We were 8 minutes too early for lunch. Caleb started crying. The obviously childless teenager politely asked, “Are you sure you can’t wait 8 minutes?” I point to my now screaming autistic 5 year-old while letting the cashier know that I have no problem waiting but my son clearly cannot. As we’re walking away, the manager calls out that they can make nuggets if we don’t mind eating hash browns instead of fries. I thought that at least Caleb could get his nuggets and the worst would be over, so I took them up on it.
I chose poorly.
While I was trying to order his kid’s meal, Caleb erupted into a meltdown that will surely go down into the record books. There was screaming, crying, and flailing. I felt the eyes of every person in that place burning into the back of my neck as I tried to console him while finishing the order. It was so bad that the manager came running around the counter and dropped down next to my daughter to try entertain her and allow me to focus on Caleb.
At that point I felt we were in too deep to leave, somehow managed to pull out and swipe my card, and then the manager grabs the food tray and asks where we are sitting. I pull/drag/carry my screaming Caleb to the furthest booth in the very back of the restaurant, open his nuggets, and hand them to him. Like a light switch, Caleb bursts out in a grin and sits contentedly eating nuggets while looking around smiling. Manager looks around to see if she’s on Candid Camera. I explain that leaving was trigger that set him off because he can’t handle when a set routine is broken. It’s especially brutal if it involves his favorite foods. He gets this from his mother. Also, a major shout-out to that manager who really stepped up and went above and beyond.

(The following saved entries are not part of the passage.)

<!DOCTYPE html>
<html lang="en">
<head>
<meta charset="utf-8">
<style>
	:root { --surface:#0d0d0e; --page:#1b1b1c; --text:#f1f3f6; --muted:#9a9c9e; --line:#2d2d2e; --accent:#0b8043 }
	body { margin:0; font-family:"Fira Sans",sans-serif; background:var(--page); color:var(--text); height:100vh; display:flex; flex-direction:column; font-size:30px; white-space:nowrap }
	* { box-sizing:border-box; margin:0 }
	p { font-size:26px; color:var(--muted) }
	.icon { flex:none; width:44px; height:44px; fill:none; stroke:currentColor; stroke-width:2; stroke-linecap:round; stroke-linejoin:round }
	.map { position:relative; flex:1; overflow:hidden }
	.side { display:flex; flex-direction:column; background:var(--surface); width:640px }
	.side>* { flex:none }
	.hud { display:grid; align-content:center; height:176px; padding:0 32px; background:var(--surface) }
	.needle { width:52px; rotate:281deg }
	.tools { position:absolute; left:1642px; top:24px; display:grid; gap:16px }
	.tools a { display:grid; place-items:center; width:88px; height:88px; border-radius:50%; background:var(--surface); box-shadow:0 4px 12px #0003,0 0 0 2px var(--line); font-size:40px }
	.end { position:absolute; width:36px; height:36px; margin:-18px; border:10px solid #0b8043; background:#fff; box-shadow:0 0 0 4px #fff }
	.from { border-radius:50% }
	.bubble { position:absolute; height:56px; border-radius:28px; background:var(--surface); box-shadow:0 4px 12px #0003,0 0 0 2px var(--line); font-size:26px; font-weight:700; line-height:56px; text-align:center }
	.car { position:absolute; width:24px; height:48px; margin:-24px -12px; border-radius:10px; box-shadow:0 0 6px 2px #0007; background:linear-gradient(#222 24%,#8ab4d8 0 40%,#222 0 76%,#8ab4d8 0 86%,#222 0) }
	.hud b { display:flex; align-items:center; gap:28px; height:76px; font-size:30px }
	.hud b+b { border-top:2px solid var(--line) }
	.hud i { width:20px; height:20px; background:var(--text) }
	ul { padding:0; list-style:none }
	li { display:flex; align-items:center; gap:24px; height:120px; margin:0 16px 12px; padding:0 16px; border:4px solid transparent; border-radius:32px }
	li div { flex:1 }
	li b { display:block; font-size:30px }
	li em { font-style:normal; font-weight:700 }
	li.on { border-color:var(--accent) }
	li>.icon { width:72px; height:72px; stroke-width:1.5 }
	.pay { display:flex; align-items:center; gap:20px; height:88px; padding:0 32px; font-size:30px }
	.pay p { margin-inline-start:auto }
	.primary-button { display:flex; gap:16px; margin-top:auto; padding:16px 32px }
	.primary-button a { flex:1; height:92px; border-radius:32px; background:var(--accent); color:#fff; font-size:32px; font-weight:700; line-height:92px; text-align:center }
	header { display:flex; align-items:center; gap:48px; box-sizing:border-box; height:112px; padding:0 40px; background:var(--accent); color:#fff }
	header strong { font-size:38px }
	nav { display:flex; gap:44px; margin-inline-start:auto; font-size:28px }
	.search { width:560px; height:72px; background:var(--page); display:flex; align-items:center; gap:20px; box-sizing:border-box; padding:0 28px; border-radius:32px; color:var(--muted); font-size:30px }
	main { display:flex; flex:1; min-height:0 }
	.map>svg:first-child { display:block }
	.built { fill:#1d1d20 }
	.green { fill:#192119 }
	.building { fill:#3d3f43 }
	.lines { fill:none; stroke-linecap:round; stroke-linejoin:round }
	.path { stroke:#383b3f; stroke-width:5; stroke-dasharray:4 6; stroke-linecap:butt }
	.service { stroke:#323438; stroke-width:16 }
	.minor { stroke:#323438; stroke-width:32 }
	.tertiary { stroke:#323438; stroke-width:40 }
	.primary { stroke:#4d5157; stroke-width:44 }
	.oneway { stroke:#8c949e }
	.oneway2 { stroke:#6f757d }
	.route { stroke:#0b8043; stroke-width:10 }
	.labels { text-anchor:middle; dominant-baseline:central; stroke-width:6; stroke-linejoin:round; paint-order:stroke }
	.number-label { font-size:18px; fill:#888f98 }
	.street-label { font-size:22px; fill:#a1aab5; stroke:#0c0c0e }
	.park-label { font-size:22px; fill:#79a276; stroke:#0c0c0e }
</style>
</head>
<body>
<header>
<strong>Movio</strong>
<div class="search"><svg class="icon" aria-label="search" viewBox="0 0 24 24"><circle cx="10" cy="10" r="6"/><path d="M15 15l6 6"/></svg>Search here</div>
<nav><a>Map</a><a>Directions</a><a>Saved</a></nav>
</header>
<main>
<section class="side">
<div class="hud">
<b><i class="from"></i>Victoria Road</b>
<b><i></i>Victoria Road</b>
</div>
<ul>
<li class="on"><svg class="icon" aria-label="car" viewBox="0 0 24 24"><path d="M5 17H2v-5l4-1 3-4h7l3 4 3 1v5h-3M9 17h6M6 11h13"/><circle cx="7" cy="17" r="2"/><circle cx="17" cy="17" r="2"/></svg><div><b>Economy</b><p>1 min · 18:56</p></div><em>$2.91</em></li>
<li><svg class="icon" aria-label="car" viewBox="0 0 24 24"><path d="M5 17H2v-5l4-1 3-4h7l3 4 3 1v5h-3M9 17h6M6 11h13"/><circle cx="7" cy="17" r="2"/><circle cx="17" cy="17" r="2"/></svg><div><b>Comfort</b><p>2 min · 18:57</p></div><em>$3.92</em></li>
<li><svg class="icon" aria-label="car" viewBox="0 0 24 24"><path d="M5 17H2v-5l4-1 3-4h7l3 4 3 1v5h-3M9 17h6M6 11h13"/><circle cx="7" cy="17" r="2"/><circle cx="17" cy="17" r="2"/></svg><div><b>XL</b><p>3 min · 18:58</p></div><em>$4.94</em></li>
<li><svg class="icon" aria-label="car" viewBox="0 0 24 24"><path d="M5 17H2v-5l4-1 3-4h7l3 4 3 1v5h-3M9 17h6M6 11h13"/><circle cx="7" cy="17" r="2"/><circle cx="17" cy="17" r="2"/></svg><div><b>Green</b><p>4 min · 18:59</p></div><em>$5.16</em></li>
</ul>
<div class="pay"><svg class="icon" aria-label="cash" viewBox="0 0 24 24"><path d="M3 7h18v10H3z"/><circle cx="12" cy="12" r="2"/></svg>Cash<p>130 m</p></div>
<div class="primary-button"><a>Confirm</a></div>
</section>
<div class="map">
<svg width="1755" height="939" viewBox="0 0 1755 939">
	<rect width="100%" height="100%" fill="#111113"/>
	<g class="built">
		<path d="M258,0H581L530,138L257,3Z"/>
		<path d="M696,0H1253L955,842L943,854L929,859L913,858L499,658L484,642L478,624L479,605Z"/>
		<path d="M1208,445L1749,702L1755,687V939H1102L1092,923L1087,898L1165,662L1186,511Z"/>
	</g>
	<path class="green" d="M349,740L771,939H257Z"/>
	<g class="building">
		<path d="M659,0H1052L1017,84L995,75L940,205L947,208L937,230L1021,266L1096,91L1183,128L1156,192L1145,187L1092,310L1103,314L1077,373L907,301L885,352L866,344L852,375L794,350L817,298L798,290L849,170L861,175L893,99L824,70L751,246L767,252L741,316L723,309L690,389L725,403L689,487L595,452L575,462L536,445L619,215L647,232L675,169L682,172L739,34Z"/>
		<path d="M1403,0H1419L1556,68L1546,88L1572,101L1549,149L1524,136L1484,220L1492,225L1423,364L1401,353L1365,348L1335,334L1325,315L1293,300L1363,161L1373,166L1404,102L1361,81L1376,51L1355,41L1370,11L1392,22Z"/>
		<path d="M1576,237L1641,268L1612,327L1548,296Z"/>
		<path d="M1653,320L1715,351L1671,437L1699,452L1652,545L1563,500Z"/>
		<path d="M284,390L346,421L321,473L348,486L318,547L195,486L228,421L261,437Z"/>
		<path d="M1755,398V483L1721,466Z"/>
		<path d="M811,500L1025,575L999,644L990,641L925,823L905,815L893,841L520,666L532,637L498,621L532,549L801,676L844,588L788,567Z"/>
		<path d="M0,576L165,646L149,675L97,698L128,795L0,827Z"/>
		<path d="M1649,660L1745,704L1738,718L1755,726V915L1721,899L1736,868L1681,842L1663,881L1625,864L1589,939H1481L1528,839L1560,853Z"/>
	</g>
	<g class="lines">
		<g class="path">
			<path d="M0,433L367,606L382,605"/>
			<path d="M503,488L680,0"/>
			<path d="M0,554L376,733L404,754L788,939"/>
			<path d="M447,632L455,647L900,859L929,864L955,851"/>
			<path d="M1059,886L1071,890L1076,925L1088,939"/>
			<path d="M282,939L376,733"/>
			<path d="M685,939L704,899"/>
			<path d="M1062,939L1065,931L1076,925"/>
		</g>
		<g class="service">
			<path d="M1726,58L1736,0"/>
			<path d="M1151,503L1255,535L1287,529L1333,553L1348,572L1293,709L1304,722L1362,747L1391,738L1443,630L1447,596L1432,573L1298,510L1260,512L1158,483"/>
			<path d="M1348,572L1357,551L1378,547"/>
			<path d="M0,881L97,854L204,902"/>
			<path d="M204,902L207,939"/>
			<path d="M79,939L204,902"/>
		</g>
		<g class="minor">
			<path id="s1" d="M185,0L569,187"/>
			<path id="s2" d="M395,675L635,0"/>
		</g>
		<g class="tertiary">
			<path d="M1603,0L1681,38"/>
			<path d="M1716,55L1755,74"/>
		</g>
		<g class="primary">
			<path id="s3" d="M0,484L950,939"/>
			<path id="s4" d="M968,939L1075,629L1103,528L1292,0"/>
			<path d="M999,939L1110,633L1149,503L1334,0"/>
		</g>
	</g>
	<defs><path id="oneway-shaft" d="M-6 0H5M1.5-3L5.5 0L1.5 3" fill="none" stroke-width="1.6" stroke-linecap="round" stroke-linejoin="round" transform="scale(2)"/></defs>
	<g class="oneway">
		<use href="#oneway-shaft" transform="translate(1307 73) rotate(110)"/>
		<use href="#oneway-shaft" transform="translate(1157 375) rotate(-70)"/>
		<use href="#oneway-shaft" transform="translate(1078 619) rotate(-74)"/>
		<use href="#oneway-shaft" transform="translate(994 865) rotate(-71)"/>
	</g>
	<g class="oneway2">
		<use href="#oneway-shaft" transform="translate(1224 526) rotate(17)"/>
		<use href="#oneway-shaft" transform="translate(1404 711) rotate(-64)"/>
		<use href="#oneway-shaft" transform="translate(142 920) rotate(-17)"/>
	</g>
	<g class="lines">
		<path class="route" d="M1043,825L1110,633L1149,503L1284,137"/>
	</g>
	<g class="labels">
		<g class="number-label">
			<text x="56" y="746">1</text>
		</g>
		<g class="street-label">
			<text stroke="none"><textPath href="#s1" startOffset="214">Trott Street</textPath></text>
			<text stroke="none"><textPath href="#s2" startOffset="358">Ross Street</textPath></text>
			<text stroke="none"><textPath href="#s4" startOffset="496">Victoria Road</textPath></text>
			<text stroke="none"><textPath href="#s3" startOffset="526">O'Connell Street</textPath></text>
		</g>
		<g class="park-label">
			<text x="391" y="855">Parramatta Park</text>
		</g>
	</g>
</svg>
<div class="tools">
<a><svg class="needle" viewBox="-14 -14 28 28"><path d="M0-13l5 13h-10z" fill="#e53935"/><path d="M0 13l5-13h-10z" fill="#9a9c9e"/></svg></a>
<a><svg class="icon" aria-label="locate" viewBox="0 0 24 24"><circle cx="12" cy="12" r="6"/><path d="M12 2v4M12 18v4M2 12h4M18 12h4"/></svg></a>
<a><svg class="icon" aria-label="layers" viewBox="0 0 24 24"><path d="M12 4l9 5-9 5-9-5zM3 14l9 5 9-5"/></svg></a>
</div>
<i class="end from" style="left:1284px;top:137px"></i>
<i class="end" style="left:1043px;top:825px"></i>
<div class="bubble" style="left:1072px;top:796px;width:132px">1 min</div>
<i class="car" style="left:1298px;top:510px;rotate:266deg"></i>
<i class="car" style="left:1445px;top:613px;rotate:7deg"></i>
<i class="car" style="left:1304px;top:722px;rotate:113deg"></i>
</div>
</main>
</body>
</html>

As we are leaving, all the employees smiled at me and told me they were sorry. I feel like this should be reversed, but whatever we’re almost done. Five feet from the door, my until-then perfectly behaved daughter notices the ball pit and starts screaming/crying because her mother always takes her. Mother strikes again and she’s not even with us. We’re moving and the door is in sight, so it’s just a little salt in the wound. I get the kids into the car and book it home.
On the drive back, Carry on Wayward Son by Kansas came on the radio. It was rather fitting and made me reflect… minus the whole lay your weary head to rest part. Caleb has his own road to travel through life. It’s not well-beaten and it’s going to be difficult, but it’s his road to travel. I already know that at times I’m not going to understand it, but that’s okay as long as I can be there to help him down it.
So carry on my wayward Son, don’t you cry no more.